Billings put the phone down, none the wiser for this conversation with his best friend. They had met in New York when McBain, flush from his foreign correspondent expense account, first began buying art. Billings had managed quite easily to turn an awkward enthusiasm for poor imitations of the Hudson School into more sensible channels. Such was McBain's keenness to learn that he rapidly knew as much about the Euston Road School as Billings; soon an amateur enthusiasm became near-professional in its dedication, and began to threaten McBain's livelihood. After missing a presidential motorcade in favour of a Corot exhibition at the Met, McBain had been on the verge of being sacked by his editors, when he had decided to return to London. This was two years before, and by the time Billings came back six months later, McBain had somehow managed to re-emerge as the art columnist for London's leading (because only) evening newspaper. His column appeared under the pseudonym of Daisy Carrera – widely thought in the West End gallery and museum scene to be the name of Henri Matisse's second mistress, but in fact (as McBain had once drunkenly confessed) the name of Mrs McBain's third cousin.

The column itself was arch, acerbic, and astonishingly successful thanks to a mix of heavy learning, lightly worn, and ferocious, campaigning opinions. It read like the vitriolic outpourings of a disappointed Italian
contessa
, lightened by the camp asides of a wholly English confirmed bachelor. Of his professional persona, McBain had said, during the same drunken evening in which he had confessed his
nom de plume's
provenance, ‘It gets a little tiring at times.' As well it might, since its creator was himself a stocky, balding Scotsman, father of three small boys, and the happy husband of a Jewish American psychoanalyst who had effortlessly transferred her practice from 91st and Madison to a small room within spitting distance of the Tavistock Clinic.

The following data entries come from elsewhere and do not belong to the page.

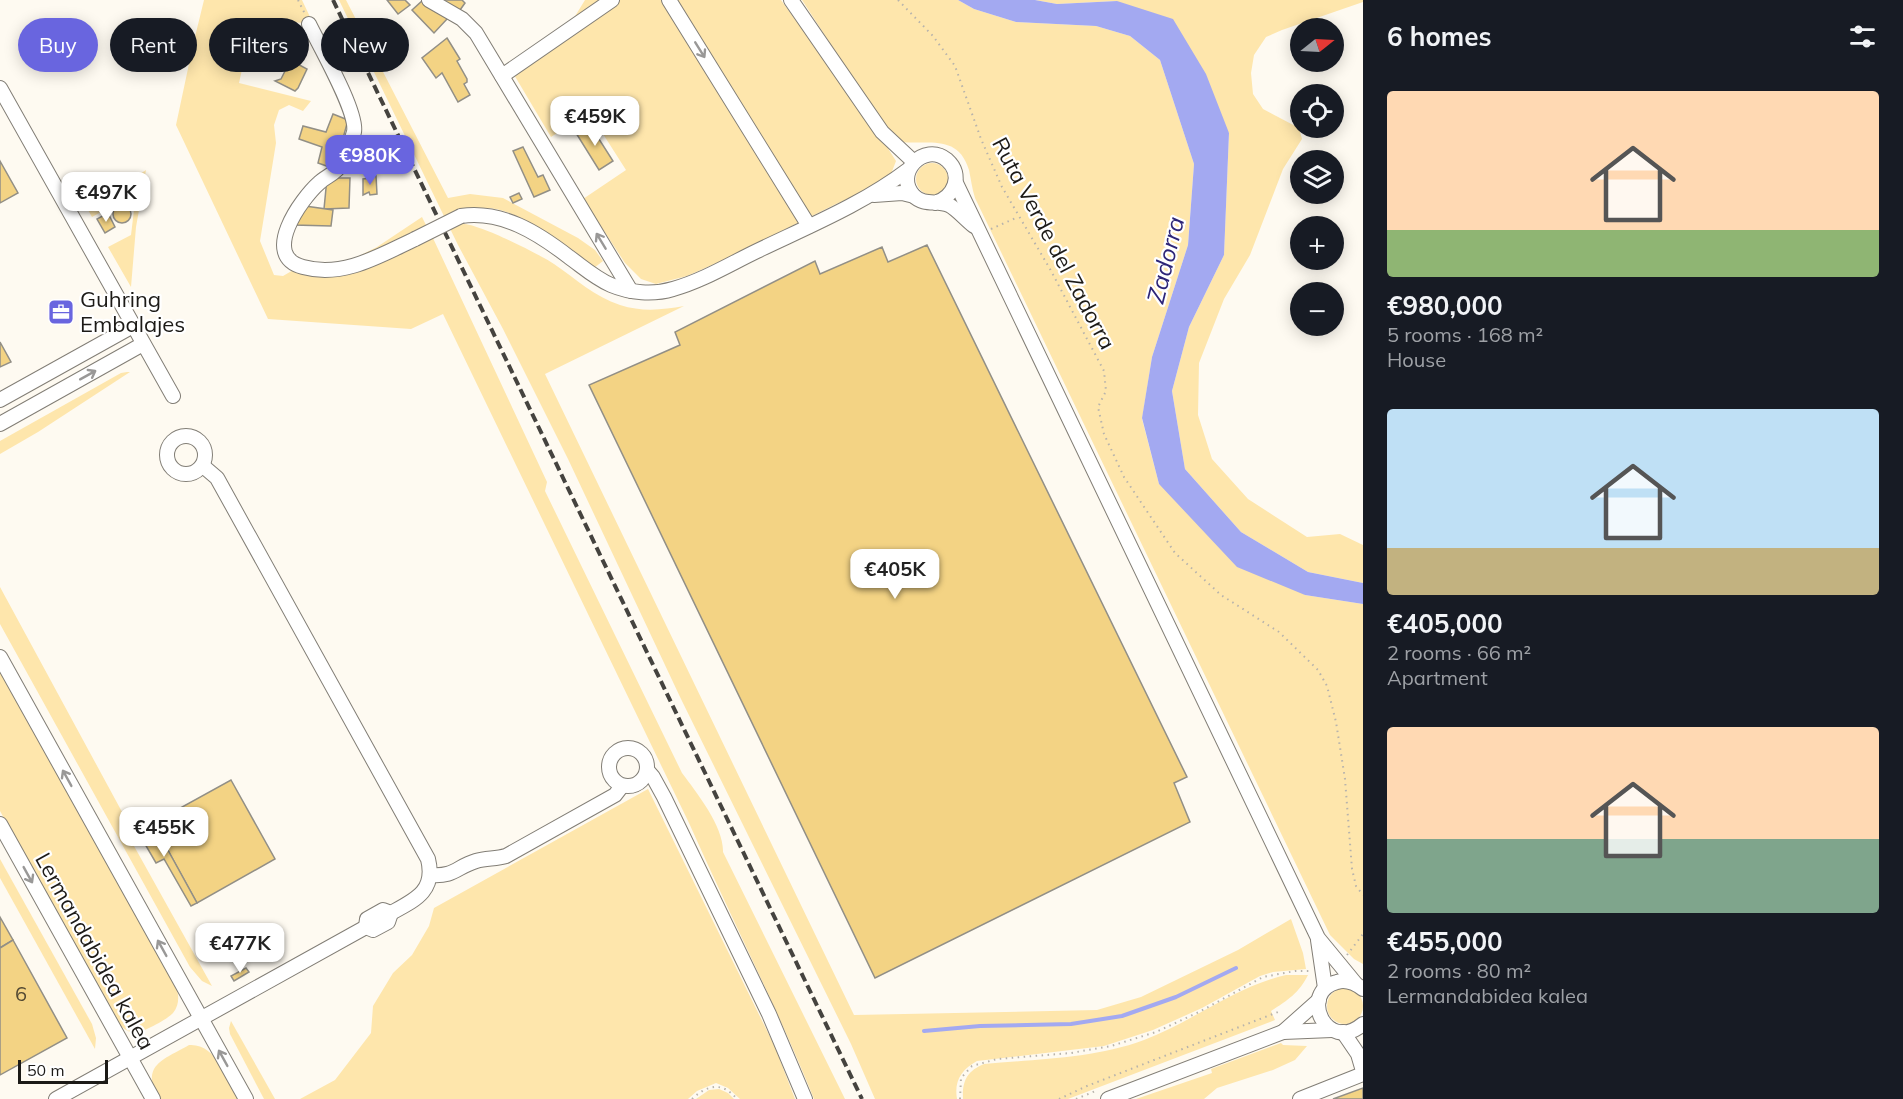 <!DOCTYPE html>
<meta charset="utf-8">
<style>
:root{--surface:#171b24;--page:#20242c;--text:#f1f3f6;--muted:#9ea1a6;--accent:#6965df}
body{margin:0;font-family:Mulish,sans-serif;background:var(--page);color:var(--text);height:100vh;display:flex;flex-direction:column;font-size:22px;white-space:nowrap}
*{box-sizing:border-box;margin:0}
p{font-size:20px;color:var(--muted)}
.icon{flex:none;width:33px;height:33px;fill:none;stroke:currentColor;stroke-width:2;stroke-linecap:round;stroke-linejoin:round}
.map{position:relative;flex:1;overflow:hidden}
.sheet{display:flex;flex-direction:column;background:var(--surface);width:540px}
.sheet>*{flex:none}
.banner{position:absolute;left:18px;top:18px;width:570px;height:54px;display:flex;gap:12px}
.needle{width:39px;rotate:72deg}
.fabs{position:absolute;left:1290px;top:18px;display:grid;gap:12px}
.fabs a{display:grid;place-items:center;width:54px;height:54px;border-radius:50%;background:var(--surface);box-shadow:0 3px 15px #0003;font-size:30px}
.scale{position:absolute;left:18px;bottom:15px;width:90px;box-sizing:border-box;padding-left:6px;border:3px solid #1c1a17;border-top:0;font-size:16px;line-height:21px;white-space:nowrap;color:#1c1a17;-webkit-text-stroke:4px #fff;paint-order:stroke}
.price{position:absolute;translate:-50% -51px;padding:0 14px;border-radius:12px;background:#fff;color:#222;font-size:20px;line-height:39px;filter:drop-shadow(0 2px 3px #0008)}
.price::after{content:'';position:absolute;left:50%;top:36px;width:18px;height:14px;margin-left:-9px;background:inherit;clip-path:polygon(0 0,100% 0,50% 100%)}
.price.current{background:var(--accent);color:#fff}
ul{padding:0;list-style:none}
li{display:grid;align-content:center;gap:12px;height:318px;padding:0 24px}
li span{display:grid;place-items:center;height:186px;border-radius:6px;color:#555}
li>.icon{margin-inline-start:auto}
span .icon{width:108px;height:108px;fill:#fffc;stroke-width:1}
li b{font-size:26px}
h2{display:flex;justify-content:space-between;align-items:center;height:72px;padding:0 24px;font-size:26px}
.pill{padding:0 21px;border-radius:27px;background:var(--surface);box-shadow:0 3px 15px #0003;font-size:21px;line-height:54px}
.pill.current{background:var(--accent);color:#fff}
main{display:flex;flex:1;min-height:0}
.map>svg:first-child{display:block}
</style>
<main>
<div class="map">
<svg width="1363" height="1099" viewBox="0 0 1363 1099">
<rect width="100%" height="100%" fill="#fefaf1"/>
<g fill="#fee6ac">
<path d="M 204,0 L 302,0 L 311,19 L 305,23 L 253,20 L 239,83 L 311,101 L 303,111 L 289,105 L 279,110 L 274,125 L 276,143 L 260,241 L 274,275 L 283,276 L 295,269 L 307,273 L 432,236 L 547,482 L 545,491 L 682,773 C 697,793 724,827 723,852 L 845,1099 L 814,1099 C 776,1005 730,916 689,823 L 443,314 L 411,329 L 268,319 L 176,125 L 193,45 Z"/>
<path d="M 339,0 L 346,0 L 448,198 L 470,194 L 503,198 L 578,238 L 595,250 L 603,261 L 594,268 C 564,246 514,201 475,209 C 467,211 459,221 453,227 C 456,226 459,224 462,224 C 478,223 539,254 554,264 C 576,279 595,297 620,305 C 642,312 662,310 684,306 L 545,374 L 854,1015 L 1097,1010 L 1141,997 L 1238,950 L 1291,919 L 1303,953 L 1306,969 L 1273,972 L 1260,976 L 1202,1008 L 1153,1030 L 1104,1046 L 977,1061 C 961,1070 954,1081 957,1099 L 875,1099 L 851,1044 L 681,699 L 568,459 L 503,329 L 458,245 Z"/>
<path d="M 585,0 L 781,0 L 875,128 L 896,161 L 888,182 L 836,204 L 730,257 L 687,276 L 656,284 L 641,279 L 625,263 L 583,199 L 626,170 L 589,112 L 551,137 L 513,73 L 569,26 Z"/>
<path d="M 802,0 L 958,0 L 974,9 L 1016,22 L 1096,26 L 1130,36 L 1160,60 L 1194,164 L 1188,245 L 1152,357 L 1142,419 L 1159,484 L 1305,595 L 1363,604 L 1363,964 L 1354,959 L 1330,935 L 975,198 C 972,189 971,179 969,170 C 958,134 929,145 900,142 L 879,119 Z"/>
<path d="M 1035,0 L 1363,0 L 1363,2 L 1282,30 L 1266,37 L 1254,55 L 1251,73 L 1253,94 L 1263,109 L 1299,128 L 1302,139 L 1283,169 L 1250,255 L 1224,299 L 1199,363 L 1198,415 L 1212,459 L 1248,499 L 1307,537 L 1340,534 L 1363,545 L 1363,583 L 1308,572 L 1241,532 L 1185,469 L 1172,391 L 1189,327 L 1224,255 L 1229,133 L 1117,1 L 1057,4 Z"/>
<circle cx="932" cy="179" r="16"/>
<path d="M 146,170 L 136,227 L 131,287 L 108,247 L 131,235 L 134,210 L 128,197 L 92,217 L 87,208 Z"/>
<path d="M 422,217 L 427,227 L 356,260 L 347,262 L 377,247 Z"/>
<path d="M 127,372 L 130,372 L 38,432 L 0,454 L 0,441 L 121,373 Z"/>
<path d="M 0,587 L 134,834 L 129,837 L 212,986 L 202,981 L 190,967 L 0,624 Z"/>
<path d="M 0,672 L 177,989 C 179,997 179,1006 173,1013 C 168,1019 142,1033 134,1033 C 127,1032 122,1027 118,1023 L 0,811 Z"/>
<path d="M 648,789 L 775,1047 L 795,1099 L 740,1099 L 728,1088 L 716,1083 L 697,1091 L 688,1099 L 300,1099 L 335,1080 L 371,1033 L 373,1006 L 393,973 L 412,955 L 429,926 L 434,908 Z"/>
<path d="M 0,859 L 92,1024 L 96,1038 L 95,1049 L 0,878 Z"/>
<path d="M 1286,975 L 1308,975 C 1299,993 1288,1000 1271,1011 L 1275,1020 L 1068,1099 L 963,1099 C 962,1081 967,1071 984,1064 C 1037,1059 1093,1059 1144,1040 C 1192,1022 1236,986 1286,975 Z"/>
<circle cx="1345" cy="1006" r="18"/>
<path d="M 231,1021 L 275,1099 L 264,1099 L 230,1034 L 229,1028 Z"/>
<path d="M 1281,1043 L 1283,1045 L 1307,1046 L 1295,1060 L 1273,1070 L 1217,1088 L 1204,1099 L 1136,1099 L 1212,1073 L 1211,1069 Z"/>
<path d="M 189,1045 C 216,1043 227,1079 238,1099 L 159,1099 C 140,1065 163,1060 189,1045 Z"/>
<path d="M 719,1089 L 728,1093 L 734,1099 L 696,1099 L 709,1090 Z"/>
</g>
<path fill="#a3a9f1" d="M 958,0 L 1035,0 L 1057,4 L 1117,1 L 1173,19 L 1206,74 L 1229,133 L 1224,255 L 1189,327 L 1172,391 L 1185,469 L 1241,532 L 1308,572 L 1363,583 L 1363,604 L 1305,595 L 1237,567 L 1159,484 L 1142,418 L 1152,357 L 1188,245 L 1194,164 L 1160,60 L 1130,36 L 1096,26 L 1016,22 L 974,9 Z"/>
<g fill="none" stroke-linecap="round" stroke-linejoin="round">
<path stroke="#a3a9f1" stroke-width="4" d="M 924,1031 L 980,1026 L 1071,1024 L 1122,1016 L 1176,997 L 1236,968"/>
</g>
<g fill="#f3d384" stroke="#928f86" stroke-width="1.5">
<path d="M 387,0 L 405,0 L 410,5 L 398,14 Z"/>
<path d="M 444,0 L 462,0 L 465,3 L 460,10 L 442,4 Z"/>
<path d="M 422,1 L 448,18 L 434,33 L 412,10 Z"/>
<path d="M 253,27 L 297,37 L 292,61 L 307,69 L 298,88 L 295,91 L 275,81 L 281,79 L 285,71 L 277,67 L 278,52 L 248,46 Z"/>
<path d="M 447,38 L 460,59 L 457,61 L 467,79 L 467,82 L 464,84 L 470,95 L 458,102 L 442,73 L 436,78 L 422,58 Z"/>
<path d="M 333,114 L 348,120 L 339,153 L 337,152 L 332,168 L 318,163 L 322,147 L 299,139 L 303,126 L 326,132 Z"/>
<path d="M 590,125 L 613,161 L 599,170 L 576,133 Z"/>
<path d="M 523,147 L 538,177 L 543,175 L 550,190 L 534,197 L 513,151 Z"/>
<path d="M 0,161 L 18,193 L 0,203 Z"/>
<path d="M 370,175 L 376,176 L 377,194 L 370,195 L 369,192 L 363,195 L 363,179 L 370,178 Z"/>
<path d="M 327,178 L 350,178 L 349,208 L 324,209 Z"/>
<path d="M 519,193 L 522,199 L 513,203 L 510,197 Z"/>
<circle cx="122" cy="214" r="9"/>
<path d="M 305,206 L 333,210 L 331,226 L 294,225 Z"/>
<path d="M 108,213 L 115,227 L 105,233 L 97,219 Z"/>
<path d="M 927,245 L 1187,777 L 1174,783 L 1190,822 L 875,978 L 589,385 L 680,345 L 675,332 L 815,261 L 820,274 L 882,247 L 888,262 Z"/>
<path d="M 0,342 L 11,362 L 0,367 Z"/>
<path d="M 231,780 L 275,859 L 197,903 L 153,823 Z"/>
<path d="M 153,823 L 197,903 L 191,906 L 164,859 L 156,863 L 138,832 Z"/>
<path d="M 0,917 L 13,940 L 0,948 Z"/>
<path d="M 13,940 L 67,1038 L 0,1075 L 0,948 Z"/>
<path d="M 246,968 L 249,972 L 234,981 L 231,976 Z"/>
<path d="M 1363,1088 L 1363,1099 L 1333,1099 Z"/>
</g>
<g fill="none" stroke-linecap="round" stroke-linejoin="round">
<defs>
<g id="minor">
<path d="M 429,0 L 462,19 L 476,33 L 631,291"/>
<path d="M 669,0 L 809,226"/>
<path d="M 791,0 L 882,132 L 914,162"/>
<path d="M 309,24 C 319,45 358,112 354,132 C 351,142 346,157 340,166 C 336,173 325,177 319,183 C 301,199 260,256 303,267 C 343,278 379,256 415,239"/>
<path d="M 502,76 L 612,0"/>
<path d="M 0,88 L 173,396"/>
<path d="M 956,183 L 1318,938 L 1355,983"/>
<path d="M 874,195 L 902,193 L 914,196"/>
<path d="M 935,203 C 954,197 964,175 947,160 C 924,141 893,174 914,196 C 924,206 937,200 949,205 C 957,209 966,220 974,226"/>
<path d="M 461,216 C 502,210 538,233 569,257 C 583,267 595,278 611,285 C 630,293 653,295 673,289 C 702,281 730,264 757,251 C 809,226 863,204 909,169"/>
<path d="M 0,400 L 133,326"/>
<path d="M 0,424 L 143,344"/>
<circle cx="186" cy="455" r="19"/>
<path d="M 203,466 L 217,478 L 428,859 C 436,891 415,900 391,913 L 383,910 L 367,919 L 366,927"/>
<path d="M 0,657 L 246,1099"/>
<circle cx="628" cy="767" r="19"/>
<path d="M 647,770 L 653,777 L 664,797 L 769,1014 L 805,1099"/>
<path d="M 0,824 L 153,1099"/>
<path d="M 430,875 C 455,877 456,867 476,861 C 486,858 496,859 506,856 L 615,795 L 622,786"/>
<path d="M 366,927 L 373,930 L 388,922 L 391,913"/>
<path d="M 1318,940 L 1325,988"/>
<path d="M 1363,989 C 1355,983 1347,979 1337,982 C 1298,992 1326,1055 1363,1024"/>
<path d="M 1283,1032 L 1319,1000"/>
<path d="M 1343,1032 L 1358,1054 L 1363,1071"/>
<path d="M 56,1099 L 366,927"/>
<path d="M 1108,1099 L 1283,1032 L 1332,1030"/>
<path d="M 1300,1099 L 1363,1074"/>
</g>
</defs>
<use href="#minor" stroke="#827e76" stroke-width="16"/>
<g stroke="#b7b3ac" stroke-width="2" stroke-dasharray="1.5 4.5" stroke-linecap="butt">
<path d="M 298,0 L 305,14"/>
<path d="M 898,0 L 933,36 L 955,66 L 981,139 L 1002,187 L 1050,269 L 1104,371 L 1106,391 L 1098,407 L 1104,434 L 1124,477 L 1175,553 L 1221,595 L 1279,632 L 1318,670 L 1327,686 L 1336,722 L 1345,779 L 1352,869 L 1356,886 L 1363,895"/>
<path d="M 991,229 L 1018,217"/>
<path d="M 1347,955 L 1363,934"/>
<path d="M 692,1099 C 707,1085 722,1081 737,1099"/>
<path d="M 960,1099 L 961,1078 L 972,1066 L 997,1059 L 1071,1053 L 1111,1046 L 1156,1032 L 1199,1012 L 1263,977 L 1295,971 L 1310,971"/>
<path d="M 1059,1099 L 1087,1086 L 1278,1012"/>
<path d="M 1076,1099 L 1098,1090"/>
</g>
<use href="#minor" stroke="#fff" stroke-width="14"/>
<path stroke="#45433f" stroke-width="4" stroke-dasharray="9 4.5" stroke-linecap="butt" d="M 333,0 L 862,1099"/>
<defs>
<path id="minor-bridge" d="M 415,239 L 461,216"/>
</defs>
<use href="#minor-bridge" stroke="#827e76" stroke-width="16" stroke-linecap="butt"/>
<use href="#minor-bridge" stroke="#fff" stroke-width="14"/>
</g>
<defs><path id="oneway-shaft" d="M-6 0H5M1.5-3L5.5 0L1.5 3" fill="none" stroke-width="1.6" stroke-linecap="round" stroke-linejoin="round" transform="scale(1.5)"/></defs>
<g stroke="#999897">
<use href="#oneway-shaft" transform="translate(700 50) rotate(58)"/>
<use href="#oneway-shaft" transform="translate(601 241) rotate(-121)"/>
<use href="#oneway-shaft" transform="translate(88 375) rotate(-29)"/>
<use href="#oneway-shaft" transform="translate(67 778) rotate(-119)"/>
<use href="#oneway-shaft" transform="translate(28 875) rotate(61)"/>
<use href="#oneway-shaft" transform="translate(162 948) rotate(-119)"/>
<use href="#oneway-shaft" transform="translate(223 1058) rotate(-119)"/>
</g>
<defs>
<symbol id="office-square" viewBox="-11 -11 22 22"><rect x="-9" y="-9" width="18" height="18" rx="4" fill="#6965df" stroke="#fff"/><path d="M-6-3h4V-5.5h4V-3h4V5H-6ZM-1-4.5V-3h2v-1.5ZM-6 0V1H6V0Z" fill="#fff"/></symbol>
</defs>
<g fill-rule="evenodd">
<use href="#office-square" x="46" y="297" width="30" height="30"/>
</g>
<g text-anchor="middle" dominant-baseline="central" stroke-width="4.5" stroke-linejoin="round" paint-order="stroke">
<g font-size="20" fill="#524832">
<text x="21" y="993">6</text>
</g>
<g font-size="22" fill="#1c1a17" stroke="#fff">
<text transform="translate(1054 243) rotate(62)">Ruta Verde del Zadorra</text>
<text transform="translate(95 951) rotate(61)">Lermandabidea kalea</text>
</g>
<g font-size="22" fill="#1c1a17" stroke="#fff" text-anchor="start">
<text x="80" y="299">Guhring<tspan x="80" dy="25">Embalajes</tspan></text>
</g>
<g font-size="24" font-style="italic" fill="#2d2577" stroke="#fff">
<text transform="translate(1165 260) rotate(-76)">Zadorra</text>
</g>
</g>
</svg>
<div class="fabs">
<a><svg class="needle" viewBox="-14 -14 28 28"><path d="M0-13l5 13h-10z" fill="#e53935"/><path d="M0 13l5-13h-10z" fill="#9ea1a6"/></svg></a>
<a><svg class="icon" aria-label="locate" viewBox="0 0 24 24"><circle cx="12" cy="12" r="6"/><path d="M12 2v4M12 18v4M2 12h4M18 12h4"/></svg></a>
<a><svg class="icon" aria-label="layers" viewBox="0 0 24 24"><path d="M12 4l9 5-9 5-9-5zM3 14l9 5 9-5"/></svg></a>
<a>+</a>
<a>−</a>
</div>
<div class="scale">50 m</div>
<b class="price" style="left:595px;top:147px">€459K</b>
<b class="price current" style="left:370px;top:186px">€980K</b>
<b class="price" style="left:106px;top:223px">€497K</b>
<b class="price" style="left:895px;top:600px">€405K</b>
<b class="price" style="left:164px;top:858px">€455K</b>
<b class="price" style="left:240px;top:974px">€477K</b>
<div class="banner">
<a class="pill current">Buy</a>
<a class="pill">Rent</a>
<a class="pill">Filters</a>
<a class="pill">New</a>
</div>
</div>
<section class="sheet">
<h2>6 homes<svg class="icon" aria-label="filters" viewBox="0 0 24 24"><path d="M4 7h16M4 17h16"/><circle cx="9" cy="7" r="2"/><circle cx="15" cy="17" r="2"/></svg></h2>
<ul>
<li><span style="background:linear-gradient(#ffd9b3 75%,#8fb573 0)"><svg class="icon" aria-label="home" viewBox="0 0 24 24"><path d="M3 11l9-7 9 7M6 9v11h12V9"/></svg></span><div><b>€980,000</b><p>5 rooms · 168 m²</p><p>House</p></div></li>
<li><span style="background:linear-gradient(#bfe0f5 75%,#c2b280 0)"><svg class="icon" aria-label="home" viewBox="0 0 24 24"><path d="M3 11l9-7 9 7M6 9v11h12V9"/></svg></span><div><b>€405,000</b><p>2 rooms · 66 m²</p><p>Apartment</p></div></li>
<li><span style="background:linear-gradient(#ffd9b3 60%,#7fa58c 0)"><svg class="icon" aria-label="home" viewBox="0 0 24 24"><path d="M3 11l9-7 9 7M6 9v11h12V9"/></svg></span><div><b>€455,000</b><p>2 rooms · 80 m²</p><p>Lermandabidea kalea</p></div></li>
</ul>
</section>
</main>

But at least McBain was now writing about his passion. We all make sacrifices, Billings thought self-pityingly, just as he carried the odd hopeless abstract painting to finance his love of landscapes, watercolours in particular. Well, partly to finance it, since without his backer he would not be showing much of anything – abstract or not – in a Cork Street setting. To his shame, when he and Marla had first stopped living together two months before, his first concern had been about his backer – not perhaps altogether surprisingly, since the backer was Marla's father, a very rich insurance executive in Connecticut with a taste for English art. But Billings's mercenary anxiety proved groundless, since Marla had managed to alienate even her father as well. Calling
him
a douche bag too had placed the old boy pretty firmly on Billings's side of the marital divide.

He tried not to think any more about Marla, and found himself instead indulging in a light sexual fantasy about Mrs Harry Lester. What would she be like to sleep with? It had been seven years since he had shared bedclothes with anyone but Marla. He thought of the woman's smile and encouraging eyes; remembering
I have to have you too,
he began to think more intimate thoughts as well. But as he slipped into a light doze he heard McBain's voice in the semi-conscious background –
I can't believe Holly Lester plays around
. Neither could Billings, and as his dreams took over from his conscious thoughts, Holly Lester receded, replaced by the entirely unerotic image of Sam the Labrador.